To establish service, and therefore enliven the presumption under s 29(1) of the [AIA], an applicant for a winding up order must prove the following matters either by way of direct evidence or by inference:

(a) the envelope bore the correct name and address;

(b) the envelope enclosed the relevant document to be served;

(c) the correct cost of postage was used to send the envelope; and

(d) the envelope was placed in the post.

In order to negate the statutory presumption of service, a defendant company must adduce admissible evidence to establish non-delivery of the demand.

In light of the above, it is important that Affidavits of Service of CSDs make reference to the above information, and adequate records and copies of the envelope and enclosed documents are always maintained.

A further distinction is mail returned as “refused” as opposed to “return to sender.” In the matter of Fodare, the evidence presented at the hearing indicated that the documents had actually reached the registered office, but were apparently “refused” and sent back. The Court Held that as the documents had come to the attention of the Company, this nevertheless constituted proper service on the company (see Dennis v Fodare Pty Ltd [2007] NSWSC 180).

Further, in Kornucopia, Sifris J went on to add: “it is a question of fact in each case whether the circumstances indicate that there has been non-delivery at the relevant place (as distinct from an unwillingness to receive the documents at the place where they were delivered or a failure for the documents to be brought to the attention of a particular person despite being delivered to that place) [(2019) [2019] FCA 988137 ACSR 411, 426 [56].

Requirement to Maintain Registered Address

It is a requirement under the Corporations Act 2001 for a company to maintain a registered office and notify ASIC of any changes within 28 days (see section 142, CA).

However, if it comes to the attention that service at the registered address is unlikely to come to the company’s attention, this may displace any presumption. In Mangravati, a process server acting for a Creditor was aware that the registered address of the Company was now a vacant block. The Court held in cases where there is knowledge that the address where the notice was served is “false” or “non-existent”, then service will not be effective (see Mangraviti Pty Ltd, Joe v Lumley Finance Ltd [2010] NSWSC 61, with qualifications).

For anyone that has conducted a search of ASIC recently, you may have come across a warning from ASIC on the extract itself indicating the address may no longer be valid.
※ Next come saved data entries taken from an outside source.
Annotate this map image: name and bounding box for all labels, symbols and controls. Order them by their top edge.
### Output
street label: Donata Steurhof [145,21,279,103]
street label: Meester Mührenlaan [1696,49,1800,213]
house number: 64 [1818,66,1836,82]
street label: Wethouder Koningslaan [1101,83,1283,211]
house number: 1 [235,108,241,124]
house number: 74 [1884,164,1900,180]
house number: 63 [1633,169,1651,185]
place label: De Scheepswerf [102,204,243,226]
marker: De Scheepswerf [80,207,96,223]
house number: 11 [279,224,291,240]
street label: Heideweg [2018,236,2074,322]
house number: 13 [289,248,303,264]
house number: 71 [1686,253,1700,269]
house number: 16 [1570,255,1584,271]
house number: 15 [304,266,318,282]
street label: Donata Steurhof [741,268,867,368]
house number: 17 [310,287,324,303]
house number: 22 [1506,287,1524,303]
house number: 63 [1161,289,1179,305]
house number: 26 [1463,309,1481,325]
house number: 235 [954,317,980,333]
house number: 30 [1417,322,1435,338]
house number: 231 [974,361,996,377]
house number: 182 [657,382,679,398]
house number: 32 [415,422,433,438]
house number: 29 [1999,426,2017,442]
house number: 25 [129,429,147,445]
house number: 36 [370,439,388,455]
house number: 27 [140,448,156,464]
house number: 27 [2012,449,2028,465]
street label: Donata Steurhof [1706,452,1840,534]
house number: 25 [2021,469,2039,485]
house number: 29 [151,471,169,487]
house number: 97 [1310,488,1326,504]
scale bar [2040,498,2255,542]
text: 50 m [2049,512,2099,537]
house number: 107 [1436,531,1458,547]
Often in the extract above the registered address, ASIC will insert a line that INFORMATION RECEIVED ADDRESS MAY BE INVALID DD/MM/YYYY or simply, ASIC MAIL RETURNED DD/MM/YYYY.

Given the above authorities, practitioners should carefully consider alternative modes of service to avoid the issues outlined above. Under Section 109X(1)(b) of the CA, personal service on the Directors is considered valid service on the Company.